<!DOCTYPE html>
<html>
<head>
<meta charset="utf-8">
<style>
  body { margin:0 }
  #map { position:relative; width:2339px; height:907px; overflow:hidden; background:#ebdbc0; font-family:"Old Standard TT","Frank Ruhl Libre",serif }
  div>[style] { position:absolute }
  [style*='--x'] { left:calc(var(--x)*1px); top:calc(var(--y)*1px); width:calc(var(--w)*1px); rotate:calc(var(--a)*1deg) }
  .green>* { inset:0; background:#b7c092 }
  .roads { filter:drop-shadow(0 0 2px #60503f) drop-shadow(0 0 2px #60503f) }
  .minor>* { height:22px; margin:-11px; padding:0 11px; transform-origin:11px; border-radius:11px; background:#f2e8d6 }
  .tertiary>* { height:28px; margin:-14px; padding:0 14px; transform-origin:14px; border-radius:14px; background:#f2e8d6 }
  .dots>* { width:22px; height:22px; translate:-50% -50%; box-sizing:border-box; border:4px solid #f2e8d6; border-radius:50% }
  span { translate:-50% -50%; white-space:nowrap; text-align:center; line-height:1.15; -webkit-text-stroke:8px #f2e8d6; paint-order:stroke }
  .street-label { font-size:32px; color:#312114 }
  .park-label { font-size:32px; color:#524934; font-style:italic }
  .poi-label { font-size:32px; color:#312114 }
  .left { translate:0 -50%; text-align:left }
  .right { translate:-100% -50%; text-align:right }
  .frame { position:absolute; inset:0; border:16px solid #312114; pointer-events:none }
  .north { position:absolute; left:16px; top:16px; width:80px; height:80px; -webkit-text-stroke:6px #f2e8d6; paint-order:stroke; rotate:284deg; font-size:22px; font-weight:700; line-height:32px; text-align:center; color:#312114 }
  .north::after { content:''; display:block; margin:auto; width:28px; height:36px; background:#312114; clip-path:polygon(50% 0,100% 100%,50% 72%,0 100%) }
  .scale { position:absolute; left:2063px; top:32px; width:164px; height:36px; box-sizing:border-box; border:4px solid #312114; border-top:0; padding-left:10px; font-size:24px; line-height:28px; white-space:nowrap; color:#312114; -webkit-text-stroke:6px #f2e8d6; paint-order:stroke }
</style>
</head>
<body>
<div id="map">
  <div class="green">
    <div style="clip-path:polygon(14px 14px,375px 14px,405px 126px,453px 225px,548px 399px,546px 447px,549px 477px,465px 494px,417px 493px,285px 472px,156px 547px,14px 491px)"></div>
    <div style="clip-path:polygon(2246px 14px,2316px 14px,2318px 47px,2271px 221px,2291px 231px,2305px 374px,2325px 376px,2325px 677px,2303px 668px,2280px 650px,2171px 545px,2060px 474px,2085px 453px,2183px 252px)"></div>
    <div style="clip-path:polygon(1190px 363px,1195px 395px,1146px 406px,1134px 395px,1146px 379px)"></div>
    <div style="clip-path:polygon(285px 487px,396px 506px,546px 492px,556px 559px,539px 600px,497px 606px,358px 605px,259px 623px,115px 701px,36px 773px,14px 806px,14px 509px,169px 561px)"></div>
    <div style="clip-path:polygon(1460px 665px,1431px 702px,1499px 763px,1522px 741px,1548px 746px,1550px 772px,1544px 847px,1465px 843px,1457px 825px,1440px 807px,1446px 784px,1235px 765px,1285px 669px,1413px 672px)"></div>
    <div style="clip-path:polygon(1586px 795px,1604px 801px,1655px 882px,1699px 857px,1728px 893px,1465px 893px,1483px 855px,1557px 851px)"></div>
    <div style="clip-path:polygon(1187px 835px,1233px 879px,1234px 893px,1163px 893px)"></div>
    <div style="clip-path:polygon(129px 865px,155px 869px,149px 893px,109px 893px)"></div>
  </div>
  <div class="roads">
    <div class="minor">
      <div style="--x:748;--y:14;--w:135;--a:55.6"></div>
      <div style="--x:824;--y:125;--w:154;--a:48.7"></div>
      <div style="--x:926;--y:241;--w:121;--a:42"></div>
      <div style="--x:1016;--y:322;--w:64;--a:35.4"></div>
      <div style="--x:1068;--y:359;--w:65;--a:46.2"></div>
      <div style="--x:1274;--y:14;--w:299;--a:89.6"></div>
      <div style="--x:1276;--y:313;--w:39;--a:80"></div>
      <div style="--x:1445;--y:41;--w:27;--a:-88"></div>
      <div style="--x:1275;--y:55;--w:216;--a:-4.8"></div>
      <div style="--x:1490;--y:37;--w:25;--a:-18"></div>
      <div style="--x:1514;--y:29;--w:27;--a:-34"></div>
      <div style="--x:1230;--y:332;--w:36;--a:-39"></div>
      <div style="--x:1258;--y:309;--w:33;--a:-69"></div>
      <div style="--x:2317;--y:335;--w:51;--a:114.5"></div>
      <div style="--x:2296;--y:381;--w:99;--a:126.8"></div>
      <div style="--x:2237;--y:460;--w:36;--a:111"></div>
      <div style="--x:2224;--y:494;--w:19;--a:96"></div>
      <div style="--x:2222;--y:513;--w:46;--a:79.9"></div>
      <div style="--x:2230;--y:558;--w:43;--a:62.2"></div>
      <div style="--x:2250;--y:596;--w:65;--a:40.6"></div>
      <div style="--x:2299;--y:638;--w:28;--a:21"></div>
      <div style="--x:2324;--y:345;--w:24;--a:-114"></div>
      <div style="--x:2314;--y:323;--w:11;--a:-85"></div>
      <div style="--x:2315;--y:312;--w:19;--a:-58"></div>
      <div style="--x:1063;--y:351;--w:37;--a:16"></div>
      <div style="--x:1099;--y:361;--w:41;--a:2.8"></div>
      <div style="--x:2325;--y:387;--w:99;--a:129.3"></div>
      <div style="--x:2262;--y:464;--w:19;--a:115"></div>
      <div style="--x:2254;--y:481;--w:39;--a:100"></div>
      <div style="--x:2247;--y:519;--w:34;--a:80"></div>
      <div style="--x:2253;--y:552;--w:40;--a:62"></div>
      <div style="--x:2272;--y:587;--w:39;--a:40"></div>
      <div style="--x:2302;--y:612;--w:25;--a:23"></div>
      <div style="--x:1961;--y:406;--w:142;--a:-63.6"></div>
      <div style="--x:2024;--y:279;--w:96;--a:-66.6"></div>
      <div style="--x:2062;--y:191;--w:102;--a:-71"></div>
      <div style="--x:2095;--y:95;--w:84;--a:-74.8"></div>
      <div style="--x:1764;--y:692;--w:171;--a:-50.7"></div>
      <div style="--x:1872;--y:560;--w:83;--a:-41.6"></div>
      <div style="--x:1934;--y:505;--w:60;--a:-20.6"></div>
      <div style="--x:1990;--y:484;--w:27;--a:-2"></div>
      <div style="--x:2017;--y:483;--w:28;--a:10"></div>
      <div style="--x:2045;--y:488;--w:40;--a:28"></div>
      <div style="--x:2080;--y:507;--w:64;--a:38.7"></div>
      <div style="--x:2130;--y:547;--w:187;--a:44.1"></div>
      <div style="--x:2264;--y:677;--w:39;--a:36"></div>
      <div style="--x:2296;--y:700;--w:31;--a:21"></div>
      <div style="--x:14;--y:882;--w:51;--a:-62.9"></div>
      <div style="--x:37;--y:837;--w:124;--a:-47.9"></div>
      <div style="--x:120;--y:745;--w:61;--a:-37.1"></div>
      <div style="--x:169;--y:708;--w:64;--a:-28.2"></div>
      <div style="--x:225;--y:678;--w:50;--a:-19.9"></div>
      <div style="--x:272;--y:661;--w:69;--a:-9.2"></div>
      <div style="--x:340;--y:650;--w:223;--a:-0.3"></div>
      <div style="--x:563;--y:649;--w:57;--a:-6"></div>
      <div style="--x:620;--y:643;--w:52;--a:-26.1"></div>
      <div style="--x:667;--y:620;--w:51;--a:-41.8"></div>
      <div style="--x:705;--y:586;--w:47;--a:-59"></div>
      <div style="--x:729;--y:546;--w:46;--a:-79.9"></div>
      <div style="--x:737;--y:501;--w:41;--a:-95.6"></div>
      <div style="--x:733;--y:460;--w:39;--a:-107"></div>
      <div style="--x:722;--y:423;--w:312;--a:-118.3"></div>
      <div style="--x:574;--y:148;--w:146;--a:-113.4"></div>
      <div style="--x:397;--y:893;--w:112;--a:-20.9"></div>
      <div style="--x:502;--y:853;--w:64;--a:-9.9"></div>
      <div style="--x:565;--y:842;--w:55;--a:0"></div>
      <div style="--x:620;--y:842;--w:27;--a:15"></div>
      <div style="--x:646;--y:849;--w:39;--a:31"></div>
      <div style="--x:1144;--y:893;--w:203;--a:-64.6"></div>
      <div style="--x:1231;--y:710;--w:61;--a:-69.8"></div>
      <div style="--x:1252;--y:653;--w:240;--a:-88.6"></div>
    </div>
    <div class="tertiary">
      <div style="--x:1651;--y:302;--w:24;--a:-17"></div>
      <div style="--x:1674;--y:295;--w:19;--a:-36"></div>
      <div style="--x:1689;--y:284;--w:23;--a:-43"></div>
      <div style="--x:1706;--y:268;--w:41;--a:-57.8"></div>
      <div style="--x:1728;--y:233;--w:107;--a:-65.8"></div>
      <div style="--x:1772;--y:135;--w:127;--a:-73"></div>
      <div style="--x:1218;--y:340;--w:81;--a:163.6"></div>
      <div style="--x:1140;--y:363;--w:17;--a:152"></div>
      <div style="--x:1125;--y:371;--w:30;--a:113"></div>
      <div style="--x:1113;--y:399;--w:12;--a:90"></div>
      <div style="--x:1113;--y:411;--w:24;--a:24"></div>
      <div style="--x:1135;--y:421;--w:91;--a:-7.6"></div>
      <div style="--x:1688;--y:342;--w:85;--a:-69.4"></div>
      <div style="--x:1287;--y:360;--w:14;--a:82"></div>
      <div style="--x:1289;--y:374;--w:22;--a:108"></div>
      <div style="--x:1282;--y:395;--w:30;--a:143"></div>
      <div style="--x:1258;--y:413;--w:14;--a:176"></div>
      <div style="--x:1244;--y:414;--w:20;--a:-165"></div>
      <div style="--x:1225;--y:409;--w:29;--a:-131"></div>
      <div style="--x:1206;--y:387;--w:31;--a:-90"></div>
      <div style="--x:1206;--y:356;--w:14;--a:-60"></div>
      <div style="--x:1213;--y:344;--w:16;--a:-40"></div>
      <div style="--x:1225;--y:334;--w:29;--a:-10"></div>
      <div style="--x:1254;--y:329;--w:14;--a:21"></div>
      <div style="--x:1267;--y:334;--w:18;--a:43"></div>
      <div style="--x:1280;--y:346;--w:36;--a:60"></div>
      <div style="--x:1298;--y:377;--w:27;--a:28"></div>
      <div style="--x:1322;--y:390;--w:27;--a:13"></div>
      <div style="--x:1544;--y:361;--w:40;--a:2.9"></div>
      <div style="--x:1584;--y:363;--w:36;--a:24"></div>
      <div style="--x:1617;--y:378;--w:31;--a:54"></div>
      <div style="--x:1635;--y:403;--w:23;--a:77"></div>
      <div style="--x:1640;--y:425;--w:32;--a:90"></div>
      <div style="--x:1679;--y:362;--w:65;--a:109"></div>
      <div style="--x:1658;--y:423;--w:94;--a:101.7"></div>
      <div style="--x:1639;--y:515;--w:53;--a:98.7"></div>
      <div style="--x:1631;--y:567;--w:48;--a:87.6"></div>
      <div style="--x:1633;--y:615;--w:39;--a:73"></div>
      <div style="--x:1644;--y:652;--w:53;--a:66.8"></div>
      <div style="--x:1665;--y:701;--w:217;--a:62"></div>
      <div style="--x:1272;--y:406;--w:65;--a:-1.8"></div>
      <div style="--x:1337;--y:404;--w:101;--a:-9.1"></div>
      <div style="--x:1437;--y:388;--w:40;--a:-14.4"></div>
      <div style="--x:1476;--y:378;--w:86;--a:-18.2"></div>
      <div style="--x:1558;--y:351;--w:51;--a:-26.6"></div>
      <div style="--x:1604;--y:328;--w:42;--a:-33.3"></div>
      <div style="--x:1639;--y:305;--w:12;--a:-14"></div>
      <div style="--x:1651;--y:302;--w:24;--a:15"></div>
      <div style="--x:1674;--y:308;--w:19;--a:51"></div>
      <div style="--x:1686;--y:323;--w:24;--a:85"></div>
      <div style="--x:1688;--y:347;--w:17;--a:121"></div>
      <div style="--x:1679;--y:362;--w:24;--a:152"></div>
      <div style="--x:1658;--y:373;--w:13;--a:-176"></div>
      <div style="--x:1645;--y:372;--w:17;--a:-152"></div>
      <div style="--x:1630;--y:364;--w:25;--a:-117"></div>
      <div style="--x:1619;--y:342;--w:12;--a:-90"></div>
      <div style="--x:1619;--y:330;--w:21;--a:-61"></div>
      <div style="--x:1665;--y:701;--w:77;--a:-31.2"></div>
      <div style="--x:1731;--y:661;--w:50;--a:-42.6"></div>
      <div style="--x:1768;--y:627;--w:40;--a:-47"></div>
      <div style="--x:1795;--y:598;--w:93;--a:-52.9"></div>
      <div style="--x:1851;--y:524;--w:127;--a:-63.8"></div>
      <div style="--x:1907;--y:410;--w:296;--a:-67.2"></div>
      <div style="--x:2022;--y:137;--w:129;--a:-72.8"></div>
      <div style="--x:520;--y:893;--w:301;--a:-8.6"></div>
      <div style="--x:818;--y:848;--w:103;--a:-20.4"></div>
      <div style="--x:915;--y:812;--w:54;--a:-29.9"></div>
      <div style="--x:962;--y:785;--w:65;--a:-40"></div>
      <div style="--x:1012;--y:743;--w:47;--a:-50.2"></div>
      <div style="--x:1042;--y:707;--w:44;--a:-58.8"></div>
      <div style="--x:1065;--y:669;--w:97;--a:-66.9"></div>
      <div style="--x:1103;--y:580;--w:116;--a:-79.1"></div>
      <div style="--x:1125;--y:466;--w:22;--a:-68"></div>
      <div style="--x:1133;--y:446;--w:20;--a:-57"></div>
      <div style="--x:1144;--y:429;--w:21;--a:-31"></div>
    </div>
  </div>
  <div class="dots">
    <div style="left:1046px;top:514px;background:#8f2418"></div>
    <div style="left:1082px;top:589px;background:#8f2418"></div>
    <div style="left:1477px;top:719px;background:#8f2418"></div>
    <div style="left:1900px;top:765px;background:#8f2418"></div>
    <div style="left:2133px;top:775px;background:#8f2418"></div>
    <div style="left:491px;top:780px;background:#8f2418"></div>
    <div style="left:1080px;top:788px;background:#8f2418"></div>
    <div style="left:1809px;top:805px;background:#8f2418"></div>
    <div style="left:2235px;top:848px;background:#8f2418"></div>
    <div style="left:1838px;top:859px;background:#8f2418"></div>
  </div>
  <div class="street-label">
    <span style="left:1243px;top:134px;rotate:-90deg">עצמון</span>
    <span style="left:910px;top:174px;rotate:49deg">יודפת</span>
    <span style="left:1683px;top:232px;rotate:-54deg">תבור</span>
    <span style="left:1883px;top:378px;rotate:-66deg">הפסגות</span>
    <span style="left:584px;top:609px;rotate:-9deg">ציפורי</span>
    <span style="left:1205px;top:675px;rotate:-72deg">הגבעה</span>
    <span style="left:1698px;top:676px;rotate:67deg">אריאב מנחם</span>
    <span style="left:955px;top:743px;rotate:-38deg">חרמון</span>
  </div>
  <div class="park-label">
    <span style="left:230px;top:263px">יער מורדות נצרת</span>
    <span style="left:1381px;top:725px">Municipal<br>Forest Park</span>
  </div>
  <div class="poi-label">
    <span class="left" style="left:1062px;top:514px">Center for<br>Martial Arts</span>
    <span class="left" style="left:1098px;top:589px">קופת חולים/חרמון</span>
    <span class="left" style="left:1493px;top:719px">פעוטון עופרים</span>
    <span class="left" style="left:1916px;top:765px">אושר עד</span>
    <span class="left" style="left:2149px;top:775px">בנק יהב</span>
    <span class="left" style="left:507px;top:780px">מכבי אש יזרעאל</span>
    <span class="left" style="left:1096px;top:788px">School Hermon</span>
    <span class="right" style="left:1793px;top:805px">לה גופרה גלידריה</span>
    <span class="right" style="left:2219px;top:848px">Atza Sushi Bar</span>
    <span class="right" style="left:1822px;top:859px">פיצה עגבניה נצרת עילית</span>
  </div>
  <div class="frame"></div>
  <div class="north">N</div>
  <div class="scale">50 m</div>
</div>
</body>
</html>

> [Work request]
Through the line that contains "filter:drop-shadow(0 0 2px", copy the material above exactly, beginning at its first line and including nothing more.

> [Response to this task]
<!DOCTYPE html>
<html>
<head>
<meta charset="utf-8">
<style>
  body { margin:0 }
  #map { position:relative; width:2339px; height:907px; overflow:hidden; background:#ebdbc0; font-family:"Old Standard TT","Frank Ruhl Libre",serif }
  div>[style] { position:absolute }
  [style*='--x'] { left:calc(var(--x)*1px); top:calc(var(--y)*1px); width:calc(var(--w)*1px); rotate:calc(var(--a)*1deg) }
  .green>* { inset:0; background:#b7c092 }
  .roads { filter:drop-shadow(0 0 2px #60503f) drop-shadow(0 0 2px #60503f) }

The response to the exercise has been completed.